Your task is to retype each line of the data below exactly.

::: Supplied records

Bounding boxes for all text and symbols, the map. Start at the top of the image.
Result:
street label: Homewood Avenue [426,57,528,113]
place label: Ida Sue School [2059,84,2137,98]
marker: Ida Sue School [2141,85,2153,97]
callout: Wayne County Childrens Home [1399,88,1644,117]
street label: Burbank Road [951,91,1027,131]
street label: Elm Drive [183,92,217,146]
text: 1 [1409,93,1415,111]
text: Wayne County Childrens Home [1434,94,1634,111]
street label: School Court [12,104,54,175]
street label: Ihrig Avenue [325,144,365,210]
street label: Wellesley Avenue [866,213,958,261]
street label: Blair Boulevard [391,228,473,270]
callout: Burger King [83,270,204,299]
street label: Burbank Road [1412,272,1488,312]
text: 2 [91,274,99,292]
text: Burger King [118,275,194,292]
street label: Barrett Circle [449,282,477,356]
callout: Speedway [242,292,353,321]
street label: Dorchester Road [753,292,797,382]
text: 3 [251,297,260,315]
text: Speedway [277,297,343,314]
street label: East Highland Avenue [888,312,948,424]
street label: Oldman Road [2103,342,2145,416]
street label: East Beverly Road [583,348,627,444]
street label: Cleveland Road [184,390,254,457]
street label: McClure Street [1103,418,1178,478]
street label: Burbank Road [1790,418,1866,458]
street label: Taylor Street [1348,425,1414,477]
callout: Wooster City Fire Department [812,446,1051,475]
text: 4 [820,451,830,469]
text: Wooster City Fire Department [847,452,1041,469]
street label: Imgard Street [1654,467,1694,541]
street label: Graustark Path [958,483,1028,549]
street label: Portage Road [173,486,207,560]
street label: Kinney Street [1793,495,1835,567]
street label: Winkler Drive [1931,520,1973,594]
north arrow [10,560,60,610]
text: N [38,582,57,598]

::::::

▶ Answer area
Bounding boxes for all text and symbols, the map. Start at the top of the image.
Result:
street label: Homewood Avenue [426,57,528,113]
place label: Ida Sue School [2059,84,2137,98]
marker: Ida Sue School [2141,85,2153,97]
callout: Wayne County Childrens Home [1399,88,1644,117]
street label: Burbank Road [951,91,1027,131]
street label: Elm Drive [183,92,217,146]
text: 1 [1409,93,1415,111]
text: Wayne County Childrens Home [1434,94,1634,111]
street label: School Court [12,104,54,175]
street label: Ihrig Avenue [325,144,365,210]
street label: Wellesley Avenue [866,213,958,261]
street label: Blair Boulevard [391,228,473,270]
callout: Burger King [83,270,204,299]
street label: Burbank Road [1412,272,1488,312]
text: 2 [91,274,99,292]
text: Burger King [118,275,194,292]
street label: Barrett Circle [449,282,477,356]
callout: Speedway [242,292,353,321]
street label: Dorchester Road [753,292,797,382]
text: 3 [251,297,260,315]
text: Speedway [277,297,343,314]
street label: East Highland Avenue [888,312,948,424]
street label: Oldman Road [2103,342,2145,416]
street label: East Beverly Road [583,348,627,444]
street label: Cleveland Road [184,390,254,457]
street label: McClure Street [1103,418,1178,478]
street label: Burbank Road [1790,418,1866,458]
street label: Taylor Street [1348,425,1414,477]
callout: Wooster City Fire Department [812,446,1051,475]
text: 4 [820,451,830,469]
text: Wooster City Fire Department [847,452,1041,469]
street label: Imgard Street [1654,467,1694,541]
street label: Graustark Path [958,483,1028,549]
street label: Portage Road [173,486,207,560]
street label: Kinney Street [1793,495,1835,567]
street label: Winkler Drive [1931,520,1973,594]
north arrow [10,560,60,610]
text: N [38,582,57,598]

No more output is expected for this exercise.